Bertinelli ha parlato di quella di oggi come «una giornata speciale, durante la quale parte un percorso importante, non solo legato al Parmigiano Reggiano. Gli italiani in questi mesi hanno comprato tantissimo il nostro formaggio. E i dati ci dicono che lo vorrebbero gustare anche quando mangiano fuori casa. Peccato che nella ristorazione italiana di vero Parmigiano Reggiano se ne usi davvero poco. Un meccanismo da scardinare», giacché la logica vorrebbe che l'offerta soddisfacesse la domanda, «è una questione di costo? No, perché 10 grammi di Parmigiano - quelli usati per la "spolverata" sulla pasta, per intenderci - corrispondono a una differenza di 10 centesimi nel food cost», troppo poco per essere un ostacolo a proporre qualità. «Infatti noi non pensiamo che il problema sia questo. Manca semmai in una parte di ristorazione la consapevolezza di quanto, utilizzando prodotti come il Parmigiano - e tutte le nostre indicazioni geografiche - non solo si sia in grado di proporre piatti migliori, più buoni e più sani, ma si racconti e si celebri l'eccellenza agroalimentare italiana», della quale la ristorazione è il palcoscenico naturale.

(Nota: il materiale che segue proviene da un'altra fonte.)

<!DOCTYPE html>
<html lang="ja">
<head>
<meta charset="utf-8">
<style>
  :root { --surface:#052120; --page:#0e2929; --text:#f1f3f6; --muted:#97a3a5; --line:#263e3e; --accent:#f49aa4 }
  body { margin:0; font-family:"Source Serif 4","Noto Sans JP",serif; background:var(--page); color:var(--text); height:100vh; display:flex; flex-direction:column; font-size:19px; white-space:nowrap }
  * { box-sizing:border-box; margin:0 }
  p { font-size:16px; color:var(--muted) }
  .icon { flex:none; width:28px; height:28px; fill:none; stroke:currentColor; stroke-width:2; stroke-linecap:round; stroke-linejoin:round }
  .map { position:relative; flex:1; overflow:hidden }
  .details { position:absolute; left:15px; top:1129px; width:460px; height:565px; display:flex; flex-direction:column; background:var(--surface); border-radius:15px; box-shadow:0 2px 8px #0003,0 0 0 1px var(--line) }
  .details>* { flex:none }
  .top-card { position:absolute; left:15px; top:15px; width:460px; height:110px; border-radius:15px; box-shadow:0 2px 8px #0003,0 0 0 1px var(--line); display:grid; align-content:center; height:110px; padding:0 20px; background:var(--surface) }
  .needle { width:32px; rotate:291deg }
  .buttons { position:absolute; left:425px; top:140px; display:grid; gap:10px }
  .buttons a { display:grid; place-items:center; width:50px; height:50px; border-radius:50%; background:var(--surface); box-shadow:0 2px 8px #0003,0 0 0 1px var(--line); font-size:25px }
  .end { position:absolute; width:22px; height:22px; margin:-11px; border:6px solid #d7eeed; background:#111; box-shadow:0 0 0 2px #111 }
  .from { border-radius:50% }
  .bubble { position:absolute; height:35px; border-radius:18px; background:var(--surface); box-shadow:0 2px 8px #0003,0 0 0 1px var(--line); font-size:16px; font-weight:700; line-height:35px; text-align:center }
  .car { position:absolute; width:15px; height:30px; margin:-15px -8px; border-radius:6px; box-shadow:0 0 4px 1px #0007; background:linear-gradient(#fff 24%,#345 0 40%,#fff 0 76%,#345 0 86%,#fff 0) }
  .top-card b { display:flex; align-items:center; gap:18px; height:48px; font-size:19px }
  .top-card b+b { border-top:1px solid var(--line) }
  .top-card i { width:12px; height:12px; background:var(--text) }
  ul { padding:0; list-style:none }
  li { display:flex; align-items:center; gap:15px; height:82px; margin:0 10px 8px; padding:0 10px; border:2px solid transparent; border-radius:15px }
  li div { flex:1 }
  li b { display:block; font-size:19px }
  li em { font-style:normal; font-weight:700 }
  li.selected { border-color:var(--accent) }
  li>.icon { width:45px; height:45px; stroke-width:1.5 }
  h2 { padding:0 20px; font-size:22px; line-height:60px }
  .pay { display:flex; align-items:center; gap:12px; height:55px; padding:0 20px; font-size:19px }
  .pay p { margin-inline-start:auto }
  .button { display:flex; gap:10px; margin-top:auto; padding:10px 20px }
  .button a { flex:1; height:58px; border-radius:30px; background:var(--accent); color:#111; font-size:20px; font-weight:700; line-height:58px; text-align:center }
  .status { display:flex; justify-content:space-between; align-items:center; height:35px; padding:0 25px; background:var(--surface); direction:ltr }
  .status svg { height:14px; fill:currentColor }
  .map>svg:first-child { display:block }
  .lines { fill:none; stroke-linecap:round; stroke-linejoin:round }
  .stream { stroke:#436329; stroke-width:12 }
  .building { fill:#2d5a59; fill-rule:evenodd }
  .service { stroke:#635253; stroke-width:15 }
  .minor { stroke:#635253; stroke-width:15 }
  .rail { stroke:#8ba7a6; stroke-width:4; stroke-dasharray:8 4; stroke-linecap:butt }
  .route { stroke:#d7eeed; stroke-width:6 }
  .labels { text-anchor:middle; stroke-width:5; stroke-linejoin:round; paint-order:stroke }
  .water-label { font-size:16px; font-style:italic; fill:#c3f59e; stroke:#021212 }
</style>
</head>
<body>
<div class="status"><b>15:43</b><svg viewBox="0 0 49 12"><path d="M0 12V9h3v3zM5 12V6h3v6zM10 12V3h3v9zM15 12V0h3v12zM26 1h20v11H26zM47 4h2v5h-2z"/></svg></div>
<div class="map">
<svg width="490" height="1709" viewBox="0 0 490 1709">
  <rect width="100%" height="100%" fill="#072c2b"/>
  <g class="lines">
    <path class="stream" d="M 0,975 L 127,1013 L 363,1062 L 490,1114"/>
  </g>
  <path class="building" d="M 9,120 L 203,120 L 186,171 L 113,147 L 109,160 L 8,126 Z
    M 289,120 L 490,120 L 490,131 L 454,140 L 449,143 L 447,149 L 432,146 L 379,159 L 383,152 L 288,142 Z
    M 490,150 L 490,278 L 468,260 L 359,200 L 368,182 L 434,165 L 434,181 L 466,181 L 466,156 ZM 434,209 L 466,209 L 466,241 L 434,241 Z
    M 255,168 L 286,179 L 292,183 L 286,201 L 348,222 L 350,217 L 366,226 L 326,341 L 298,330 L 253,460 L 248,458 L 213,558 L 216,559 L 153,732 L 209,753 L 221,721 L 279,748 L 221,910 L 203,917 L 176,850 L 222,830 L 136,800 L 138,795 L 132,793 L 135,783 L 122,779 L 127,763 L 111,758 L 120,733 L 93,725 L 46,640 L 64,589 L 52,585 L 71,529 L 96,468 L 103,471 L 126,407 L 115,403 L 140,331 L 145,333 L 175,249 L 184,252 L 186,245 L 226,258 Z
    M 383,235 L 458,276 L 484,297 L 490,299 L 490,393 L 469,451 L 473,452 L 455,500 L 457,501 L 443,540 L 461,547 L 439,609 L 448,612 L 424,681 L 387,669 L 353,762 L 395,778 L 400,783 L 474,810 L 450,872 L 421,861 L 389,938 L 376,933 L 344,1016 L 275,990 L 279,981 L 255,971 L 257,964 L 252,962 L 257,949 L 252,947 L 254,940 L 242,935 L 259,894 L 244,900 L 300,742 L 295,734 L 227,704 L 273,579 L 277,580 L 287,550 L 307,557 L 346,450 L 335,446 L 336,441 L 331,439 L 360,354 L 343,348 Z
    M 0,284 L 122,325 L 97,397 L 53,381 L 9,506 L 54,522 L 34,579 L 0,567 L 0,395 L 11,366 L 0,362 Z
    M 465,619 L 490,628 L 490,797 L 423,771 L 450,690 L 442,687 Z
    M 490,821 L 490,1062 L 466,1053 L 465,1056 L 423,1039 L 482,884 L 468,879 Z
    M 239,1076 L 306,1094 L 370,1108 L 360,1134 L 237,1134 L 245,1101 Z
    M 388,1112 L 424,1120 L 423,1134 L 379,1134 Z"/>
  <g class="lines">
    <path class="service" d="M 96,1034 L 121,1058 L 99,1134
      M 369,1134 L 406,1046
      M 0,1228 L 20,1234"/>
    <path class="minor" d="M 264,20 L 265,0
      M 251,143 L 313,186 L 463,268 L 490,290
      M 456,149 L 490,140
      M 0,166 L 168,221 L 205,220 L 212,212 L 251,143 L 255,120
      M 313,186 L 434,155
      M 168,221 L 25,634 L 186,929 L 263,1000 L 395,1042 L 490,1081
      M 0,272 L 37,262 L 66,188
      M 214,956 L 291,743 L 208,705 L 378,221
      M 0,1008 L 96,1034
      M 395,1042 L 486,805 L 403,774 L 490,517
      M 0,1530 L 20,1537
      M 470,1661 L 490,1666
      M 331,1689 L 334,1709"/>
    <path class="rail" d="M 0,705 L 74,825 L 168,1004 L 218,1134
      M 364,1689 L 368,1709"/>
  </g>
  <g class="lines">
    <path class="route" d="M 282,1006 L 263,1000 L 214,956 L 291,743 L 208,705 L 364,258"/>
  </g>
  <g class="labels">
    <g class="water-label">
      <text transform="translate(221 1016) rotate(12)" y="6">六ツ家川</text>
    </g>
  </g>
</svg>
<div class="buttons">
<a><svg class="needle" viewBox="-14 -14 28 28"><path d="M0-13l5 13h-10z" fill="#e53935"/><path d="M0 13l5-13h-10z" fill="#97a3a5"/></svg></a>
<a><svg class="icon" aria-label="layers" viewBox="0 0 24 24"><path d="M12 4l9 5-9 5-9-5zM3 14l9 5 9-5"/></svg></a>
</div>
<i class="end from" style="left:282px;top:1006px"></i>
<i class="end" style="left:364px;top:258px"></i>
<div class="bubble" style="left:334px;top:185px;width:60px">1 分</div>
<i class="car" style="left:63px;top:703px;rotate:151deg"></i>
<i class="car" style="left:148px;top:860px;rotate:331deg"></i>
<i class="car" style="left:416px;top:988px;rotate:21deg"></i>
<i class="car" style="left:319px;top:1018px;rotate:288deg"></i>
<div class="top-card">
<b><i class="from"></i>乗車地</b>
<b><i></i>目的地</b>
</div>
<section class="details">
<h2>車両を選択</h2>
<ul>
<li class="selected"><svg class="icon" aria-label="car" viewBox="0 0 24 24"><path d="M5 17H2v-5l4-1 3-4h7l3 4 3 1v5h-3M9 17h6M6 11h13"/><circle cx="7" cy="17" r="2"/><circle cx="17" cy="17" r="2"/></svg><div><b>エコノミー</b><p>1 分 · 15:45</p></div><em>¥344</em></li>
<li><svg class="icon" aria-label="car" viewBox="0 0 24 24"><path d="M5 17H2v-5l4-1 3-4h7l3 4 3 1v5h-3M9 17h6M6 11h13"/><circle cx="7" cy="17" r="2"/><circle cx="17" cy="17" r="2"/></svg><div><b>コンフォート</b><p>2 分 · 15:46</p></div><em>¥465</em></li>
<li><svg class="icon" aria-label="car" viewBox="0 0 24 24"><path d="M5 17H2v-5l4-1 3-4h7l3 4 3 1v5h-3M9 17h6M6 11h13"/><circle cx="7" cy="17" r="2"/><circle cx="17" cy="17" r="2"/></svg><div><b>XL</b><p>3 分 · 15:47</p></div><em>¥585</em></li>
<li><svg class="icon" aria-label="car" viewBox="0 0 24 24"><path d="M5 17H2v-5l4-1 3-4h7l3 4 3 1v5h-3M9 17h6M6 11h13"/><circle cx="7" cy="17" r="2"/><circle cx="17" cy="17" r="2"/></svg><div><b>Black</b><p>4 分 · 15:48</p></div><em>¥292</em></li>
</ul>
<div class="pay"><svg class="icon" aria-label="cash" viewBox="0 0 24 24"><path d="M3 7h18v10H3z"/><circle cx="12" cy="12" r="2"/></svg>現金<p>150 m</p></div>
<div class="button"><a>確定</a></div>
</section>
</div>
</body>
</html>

Il territorio del Parmigiano Reggiano

Il territorio del Parmigiano Reggiano

Ecco allora, conclude Bertinelli, «la necessità di un grande progetto strutturato, con quella straordinaria piattaforma che è Identità Golose. Vuole diventare anche un patto con la ristorazione, affinché questa ultima possa ripartire con uno spirito diverso». Che metta l'identità della materia prima, ossia delle buono italiano, al proprio centro. «Poco da dire, è anche una esaltante battaglia culturale» (Ceroni).

E allora, si parte.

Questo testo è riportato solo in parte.